■ Task requirements: Wherever the word "function" appears in the entries, copy the whole line.

(Saved data entries)

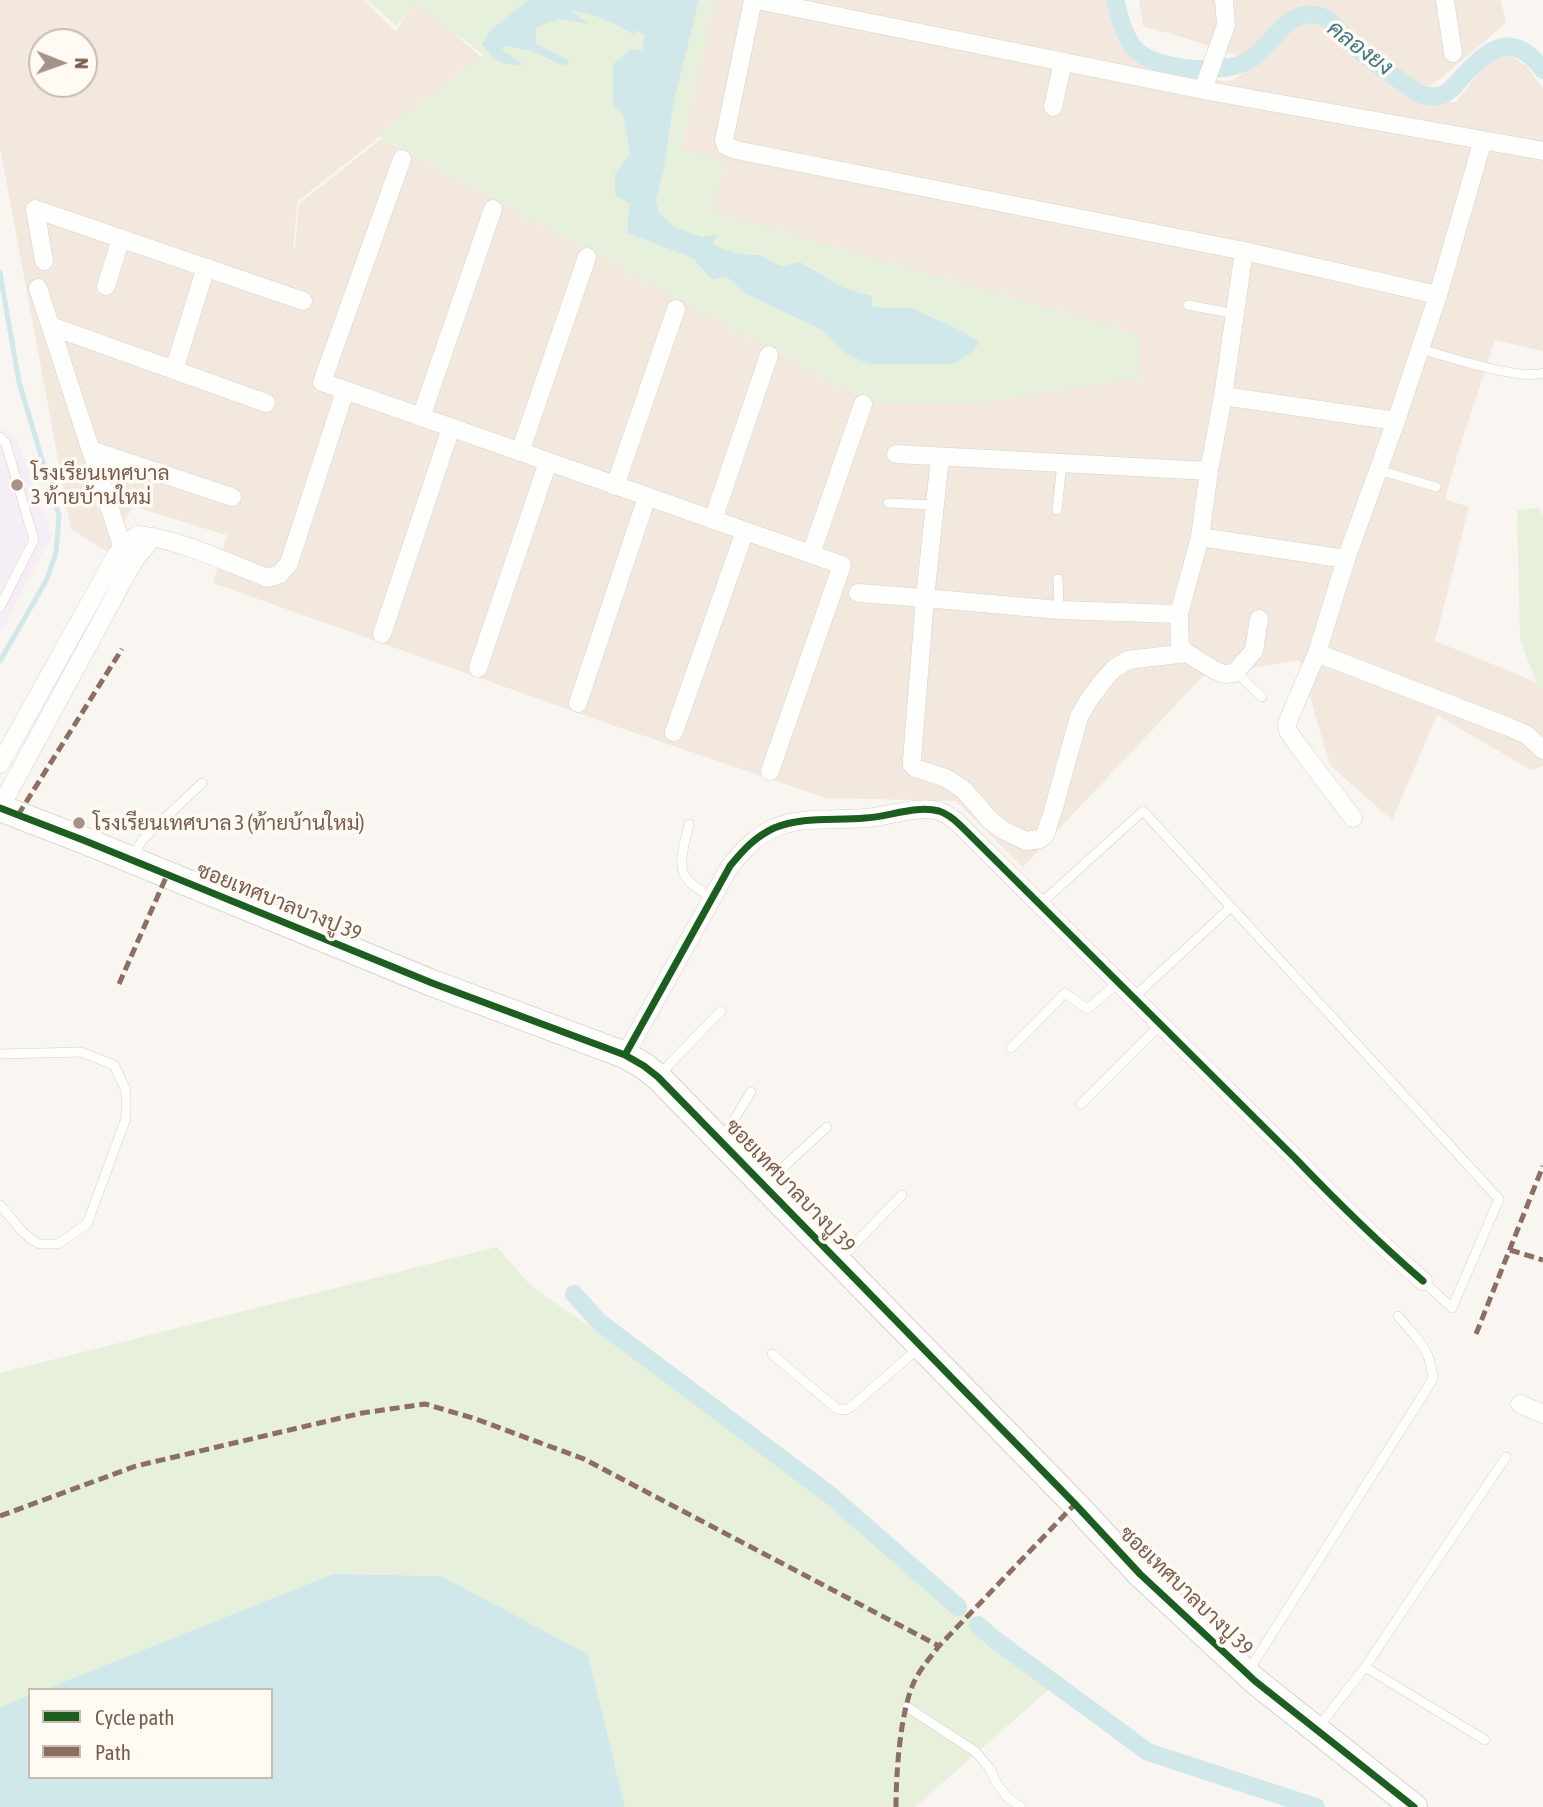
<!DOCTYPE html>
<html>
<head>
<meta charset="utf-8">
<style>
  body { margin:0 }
  #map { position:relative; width:1543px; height:1807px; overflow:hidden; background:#f9f5f0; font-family:"Asap Condensed",sans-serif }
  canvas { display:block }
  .legend { position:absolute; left:28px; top:1688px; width:245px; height:91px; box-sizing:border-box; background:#fffaf3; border:2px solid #cabbb1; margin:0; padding:9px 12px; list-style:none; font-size:21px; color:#7a5c4d }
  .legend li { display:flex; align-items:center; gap:14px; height:35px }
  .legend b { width:35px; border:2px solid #cabbb1 }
  .north { position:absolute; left:28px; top:28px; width:70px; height:70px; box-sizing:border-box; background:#fffaf3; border:2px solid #cabbb1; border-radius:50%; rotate:91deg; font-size:19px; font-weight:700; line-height:28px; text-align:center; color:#7a5c4d }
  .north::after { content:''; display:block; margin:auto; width:24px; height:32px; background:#a69286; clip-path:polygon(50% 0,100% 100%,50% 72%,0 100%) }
</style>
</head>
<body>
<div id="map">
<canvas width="1543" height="1807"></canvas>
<ul class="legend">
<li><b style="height:9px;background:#1b5e20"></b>Cycle path</li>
<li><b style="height:9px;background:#8d6e63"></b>Path</li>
</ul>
<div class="north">N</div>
</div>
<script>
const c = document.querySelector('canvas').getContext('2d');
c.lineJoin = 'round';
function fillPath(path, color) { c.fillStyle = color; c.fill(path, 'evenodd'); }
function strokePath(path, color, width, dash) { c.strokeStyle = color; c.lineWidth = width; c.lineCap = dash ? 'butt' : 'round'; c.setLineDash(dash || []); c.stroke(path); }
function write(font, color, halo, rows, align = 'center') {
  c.font = font + ' "Asap Condensed",Sarabun,sans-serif'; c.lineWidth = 7; c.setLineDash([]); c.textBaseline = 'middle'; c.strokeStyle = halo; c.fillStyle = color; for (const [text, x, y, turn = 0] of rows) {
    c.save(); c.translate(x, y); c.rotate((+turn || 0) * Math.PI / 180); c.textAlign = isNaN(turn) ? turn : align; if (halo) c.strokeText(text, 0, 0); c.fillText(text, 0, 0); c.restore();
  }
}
fillPath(new Path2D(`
  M 0,0 L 363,0 L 396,31 L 415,0 L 481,57 L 298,201 L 293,248 L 306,254 L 295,248 L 299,204 L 382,138 L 873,404 L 973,404 L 1139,377 L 1139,335 L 712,212 L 681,151 L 714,0 L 1110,0 L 1121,38 L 1134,55 L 1151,64 L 1183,76 L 1224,81 L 1233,80 L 1256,65 L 1300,23 L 1311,23 L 1326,29 L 1398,89 L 1434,102 L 1456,102 L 1493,55 L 1511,55 L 1527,67 L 1543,88 L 1543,351 L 1495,340 L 1460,446 L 1445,499 L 1469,507 L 1435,641 L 1536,682 L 1543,690 L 1543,766 L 1531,770 L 1437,715 L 1392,820 L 1330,765 L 1299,660 L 1203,676 L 1023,867 L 956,801 L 826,798 L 612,725 L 213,583 L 229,529 L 226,535 L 133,506 L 108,552 L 71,529 L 0,147 ZM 42,42 L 84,42 L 84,84 L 42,84 Z
  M 1139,0 L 1501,0 L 1506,23 L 1441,78 L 1421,92 L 1334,24 L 1317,13 L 1301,14 L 1289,20 L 1275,36 L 1252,54 L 1244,58 L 1185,38 L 1143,26 Z`), '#f2e8de');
fillPath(new Path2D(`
  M 0,430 L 15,434 L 52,536 L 0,634 Z`), '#f6eef6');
fillPath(new Path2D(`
  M 367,0 L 528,0 L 492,29 L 502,50 L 506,46 L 531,51 L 563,66 L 569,61 L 536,43 L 536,28 L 561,19 L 587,22 L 569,11 C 591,12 615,23 634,36 L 636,30 L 644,35 L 644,52 L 632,50 L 613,65 L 613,105 L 623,114 L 630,154 L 615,173 L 629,203 L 627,233 L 694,258 L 712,280 L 727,277 L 744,293 L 822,330 L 845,353 L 868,364 L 953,364 L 978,342 L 958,329 L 912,308 L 872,307 L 871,296 L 844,288 L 802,262 L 781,266 L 760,255 L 740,254 L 719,247 L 713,243 L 717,234 L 702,237 L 675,227 L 659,213 L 656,201 L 665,164 L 673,106 L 699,0 L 714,0 L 681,150 L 724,160 L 713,212 L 1139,335 L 1140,377 L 973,404 L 872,404 L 377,135 L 484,55 L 415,4 L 396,26 Z
  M 1539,508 L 1543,515 L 1543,690 L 1536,681 L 1520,640 L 1517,510 Z
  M 497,1247 L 531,1286 L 797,1471 L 1055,1684 L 915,1807 L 625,1807 L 588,1654 L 441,1576 L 333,1574 L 43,1690 L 30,1690 L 30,1695 L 0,1707 L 0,1373 Z`), '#e7f0db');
fillPath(new Path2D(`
  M 528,0 L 699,0 L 673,106 L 665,164 L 656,201 L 659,213 L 675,227 L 702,237 L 718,234 L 713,243 L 719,247 L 740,254 L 760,255 L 781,266 L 801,262 L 844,288 L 872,296 L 872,307 L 912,308 L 958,329 L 979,342 L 974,351 L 953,364 L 868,364 L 845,353 L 822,330 L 744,293 L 727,277 L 712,280 L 693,258 L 627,233 L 629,203 L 615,195 L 615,173 L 630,154 L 623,115 L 613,105 L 613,64 L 632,49 L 643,51 L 644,35 L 636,30 L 635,36 C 616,24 593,12 570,11 L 590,24 L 561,19 L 536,28 L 536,43 L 570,61 L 563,66 L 531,51 L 506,46 L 502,50 L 524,65 C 501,65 496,62 482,44 L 492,29 Z
  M 333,1574 L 441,1576 L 588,1654 L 625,1807 L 0,1807 L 0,1707 L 30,1695 L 30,1777 L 271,1777 L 271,1690 L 43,1690 Z`), '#d0e8ea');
strokePath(new Path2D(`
  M 0,273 L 19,382 L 59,516 L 56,553 L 46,581 L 0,661`), '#d0e8ea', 5);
strokePath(new Path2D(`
  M 1115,0 C 1119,15 1124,37 1135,49 C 1156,71 1227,76 1251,59 C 1272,45 1285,11 1314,15 C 1331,16 1343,36 1355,47 C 1375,64 1398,79 1420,94 C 1427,96 1434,98 1441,95 C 1450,93 1456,84 1462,77 C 1491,47 1512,30 1543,70
  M 574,1294 L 599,1322 L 830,1495 L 958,1607
  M 978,1625 L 994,1639 L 1148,1752 L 1316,1807`), '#d0e8ea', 18);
const lane = new Path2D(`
  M 1188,305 L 1235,314
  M 1420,349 C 1446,356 1521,381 1543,373
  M 0,437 L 6,444 L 34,540 L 0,607
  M 1379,470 L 1436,487
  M 888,503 L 935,505
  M 1057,510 L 1062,463
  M 1058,579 L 1059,610
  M 1235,671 L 1262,697
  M 689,824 C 686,840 675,867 688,880 C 694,887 704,892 712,898
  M 132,858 L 143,839 L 202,783
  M 1040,904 L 1143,811 L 1499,1199 L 1452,1308 L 1423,1281
  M 1134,997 L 1231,907
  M 1011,1048 L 1065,993 L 1087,1009 L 1119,982
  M 0,1054 L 81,1052 L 114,1065 L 126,1090 L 126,1118 L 87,1224 L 58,1244 L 40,1244 L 32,1240 L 21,1230 L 0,1205
  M 659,1075 L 721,1011
  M 1081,1104 L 1161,1024
  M 722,1139 L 751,1092
  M 766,1183 L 827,1127
  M 840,1259 L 902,1195
  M 772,1354 L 837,1409 L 845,1410 L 851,1407 L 920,1347
  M 1365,1667 L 1485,1740
  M 1249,1670 L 1433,1379 C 1431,1348 1416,1338 1398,1316
  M 907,1707 L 976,1752 L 990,1769 L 997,1784 L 1008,1798 L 1021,1807
  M 1317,1729 L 1365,1667 L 1506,1457`);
const street = new Path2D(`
  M 753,0 L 724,140 L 726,146 L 736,150 L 1244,251 L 1438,295
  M 757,0 L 1203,90 L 1543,151
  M 1445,0 L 1453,53
  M 1203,90 L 1226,25 L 1224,0
  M 1053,107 L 1063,62
  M 402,159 L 322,382 L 842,565 L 770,771
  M 44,261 L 35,209 L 303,301
  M 106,286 L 121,239
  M 38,288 L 123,549
  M 51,326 L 266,403
  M 174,370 L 206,267
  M 1223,396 L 1396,421
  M 421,417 L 493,209
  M 91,450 L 232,497
  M 520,452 L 587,257
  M 896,454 L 1209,471
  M 940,457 L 925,598 L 912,760 L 912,765 L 915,768 L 946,778 L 964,790 L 990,820 L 1003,830 L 1026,841 L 1040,839 L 1045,835 L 1053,811 L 1079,717 L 1090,698 L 1106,677 L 1115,668 L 1128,660 L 1187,653
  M 615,486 L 676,309
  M 713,520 L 769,355
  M 1200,537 L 1209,471 L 1223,396 L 1244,251
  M 811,554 L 863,404
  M 858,593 L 925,598 L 1059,610 L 1179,614 L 1200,537 L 1346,559
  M 1179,614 L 1180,646 L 1187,653 L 1214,670 L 1224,674 L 1234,673 L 1254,651 L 1259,619
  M 382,634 L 451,428
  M 1317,653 L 1509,727 L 1527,735 L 1543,750
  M 478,668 L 548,462
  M 578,703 L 647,497
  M 674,732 L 745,531
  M 0,764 L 117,554 L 137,535 C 180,539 228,563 268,578 L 280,574 L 289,563 L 345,391
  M 0,808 L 133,562 L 153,537
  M 1353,818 L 1297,744 L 1288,731 L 1287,723 L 1317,653 L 1346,559 L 1396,421 L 1438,295 L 1483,140
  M 625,1055 L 730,866 C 743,850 755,837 774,828 C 802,816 835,821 865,818 C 888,817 916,805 939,811 C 948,814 955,820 961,826 L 1295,1158 C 1336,1201 1378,1242 1423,1281
  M 1520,1404 L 1543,1414`);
const secondary = new Path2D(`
  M 0,808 L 83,840 L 432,983 L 625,1055 L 644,1066 L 658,1077 L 1075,1504 L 1140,1574 L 1255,1681 L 1414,1807`);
strokePath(lane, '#d7d1cb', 10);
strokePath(street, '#d7d1cb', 19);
strokePath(secondary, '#d9d2cb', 28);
strokePath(lane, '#fefefd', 9);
strokePath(street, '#fefefd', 18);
strokePath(secondary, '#fefefd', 26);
strokePath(new Path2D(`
  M 18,815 L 122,649
  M 119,984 L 167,875
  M 1510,1250 L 1543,1260
  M 1476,1334 L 1543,1166
  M 0,1516 L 136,1466 L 362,1413 L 425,1404 L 473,1418 L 584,1459 L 939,1646
  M 896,1807 C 896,1773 900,1713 914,1682 C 920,1669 930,1658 939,1646 L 1075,1504`), '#8d6e63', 5, [10, 5]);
strokePath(new Path2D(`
  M 0,808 L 83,840 L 432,983 L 625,1055 L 644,1066 L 658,1077 L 1075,1504 L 1140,1574 L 1255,1681 L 1414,1807
  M 625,1055 L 730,866 C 743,850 755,837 774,828 C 802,816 835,821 865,818 C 888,817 916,805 939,811 C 948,814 955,820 961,826 L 1295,1158 C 1336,1201 1378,1242 1423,1281`), '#1b5e20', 7);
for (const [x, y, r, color] of [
  [17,485,7,"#a69286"],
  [79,823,7,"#a69286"]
]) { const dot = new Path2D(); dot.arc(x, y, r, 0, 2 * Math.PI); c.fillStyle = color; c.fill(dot); strokePath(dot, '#fffaf3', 2.5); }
write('21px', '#7a5c4d', '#fffaf3', [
  ["โรงเรียนเทศบาล",31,473],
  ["3 ท้ายบ้านใหม่",31,497],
  ["โรงเรียนเทศบาล 3 (ท้ายบ้านใหม่)",93,823]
], 'left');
write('21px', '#7a5c4d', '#fffaf3', [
  ["ซอยเทศบาลบางปู 39",279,902,22],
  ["ซอยเทศบาลบางปู 39",790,1186,46],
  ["ซอยเทศบาลบางปู 39",1186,1591,44]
]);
write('italic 23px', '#437c86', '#fffaf3', [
  ["คลองยง",1360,48,37]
]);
</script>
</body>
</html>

■ Answer space:
function fillPath(path, color) { c.fillStyle = color; c.fill(path, 'evenodd'); }
function strokePath(path, color, width, dash) { c.strokeStyle = color; c.lineWidth = width; c.lineCap = dash ? 'butt' : 'round'; c.setLineDash(dash || []); c.stroke(path); }
function write(font, color, halo, rows, align = 'center') {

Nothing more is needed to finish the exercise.